What the task asks:
Please return every line of the listing. Keep each one exact.

Recorded information section start

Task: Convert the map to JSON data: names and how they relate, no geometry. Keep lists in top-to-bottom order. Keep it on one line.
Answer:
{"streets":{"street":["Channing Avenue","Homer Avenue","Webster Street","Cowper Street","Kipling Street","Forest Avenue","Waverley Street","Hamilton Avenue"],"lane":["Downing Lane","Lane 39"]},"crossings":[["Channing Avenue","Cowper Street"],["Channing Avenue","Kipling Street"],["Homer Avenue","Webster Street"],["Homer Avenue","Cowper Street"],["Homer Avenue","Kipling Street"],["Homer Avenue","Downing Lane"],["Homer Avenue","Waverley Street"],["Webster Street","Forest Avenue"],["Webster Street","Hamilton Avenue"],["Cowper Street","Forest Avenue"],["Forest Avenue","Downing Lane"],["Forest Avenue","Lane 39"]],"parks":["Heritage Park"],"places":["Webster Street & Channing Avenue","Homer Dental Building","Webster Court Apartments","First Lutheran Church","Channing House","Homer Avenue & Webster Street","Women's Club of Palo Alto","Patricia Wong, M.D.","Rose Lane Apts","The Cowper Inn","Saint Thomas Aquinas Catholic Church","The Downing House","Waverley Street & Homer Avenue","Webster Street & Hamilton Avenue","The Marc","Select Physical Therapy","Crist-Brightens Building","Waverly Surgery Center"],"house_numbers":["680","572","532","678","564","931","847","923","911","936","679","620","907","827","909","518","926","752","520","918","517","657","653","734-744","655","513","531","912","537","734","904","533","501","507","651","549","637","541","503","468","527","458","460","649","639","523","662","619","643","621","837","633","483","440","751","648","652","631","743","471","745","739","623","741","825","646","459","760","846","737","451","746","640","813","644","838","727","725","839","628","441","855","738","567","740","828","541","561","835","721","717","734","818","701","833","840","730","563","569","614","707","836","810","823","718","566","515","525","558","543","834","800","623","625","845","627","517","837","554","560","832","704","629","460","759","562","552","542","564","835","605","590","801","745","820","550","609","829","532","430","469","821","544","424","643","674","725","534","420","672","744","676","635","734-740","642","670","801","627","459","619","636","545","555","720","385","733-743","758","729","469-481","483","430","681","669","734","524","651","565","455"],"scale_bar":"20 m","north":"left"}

Recorded information section end

Solved exercise:
Task: Convert the map to JSON data: names and how they relate, no geometry. Keep lists in top-to-bottom order. Keep it on one line.
Answer:
{"streets":{"street":["Channing Avenue","Homer Avenue","Webster Street","Cowper Street","Kipling Street","Forest Avenue","Waverley Street","Hamilton Avenue"],"lane":["Downing Lane","Lane 39"]},"crossings":[["Channing Avenue","Cowper Street"],["Channing Avenue","Kipling Street"],["Homer Avenue","Webster Street"],["Homer Avenue","Cowper Street"],["Homer Avenue","Kipling Street"],["Homer Avenue","Downing Lane"],["Homer Avenue","Waverley Street"],["Webster Street","Forest Avenue"],["Webster Street","Hamilton Avenue"],["Cowper Street","Forest Avenue"],["Forest Avenue","Downing Lane"],["Forest Avenue","Lane 39"]],"parks":["Heritage Park"],"places":["Webster Street & Channing Avenue","Homer Dental Building","Webster Court Apartments","First Lutheran Church","Channing House","Homer Avenue & Webster Street","Women's Club of Palo Alto","Patricia Wong, M.D.","Rose Lane Apts","The Cowper Inn","Saint Thomas Aquinas Catholic Church","The Downing House","Waverley Street & Homer Avenue","Webster Street & Hamilton Avenue","The Marc","Select Physical Therapy","Crist-Brightens Building","Waverly Surgery Center"],"house_numbers":["680","572","532","678","564","931","847","923","911","936","679","620","907","827","909","518","926","752","520","918","517","657","653","734-744","655","513","531","912","537","734","904","533","501","507","651","549","637","541","503","468","527","458","460","649","639","523","662","619","643","621","837","633","483","440","751","648","652","631","743","471","745","739","623","741","825","646","459","760","846","737","451","746","640","813","644","838","727","725","839","628","441","855","738","567","740","828","541","561","835","721","717","734","818","701","833","840","730","563","569","614","707","836","810","823","718","566","515","525","558","543","834","800","623","625","845","627","517","837","554","560","832","704","629","460","759","562","552","542","564","835","605","590","801","745","820","550","609","829","532","430","469","821","544","424","643","674","725","534","420","672","744","676","635","734-740","642","670","801","627","459","619","636","545","555","720","385","733-743","758","729","469-481","483","430","681","669","734","524","651","565","455"],"scale_bar":"20 m","north":"left"}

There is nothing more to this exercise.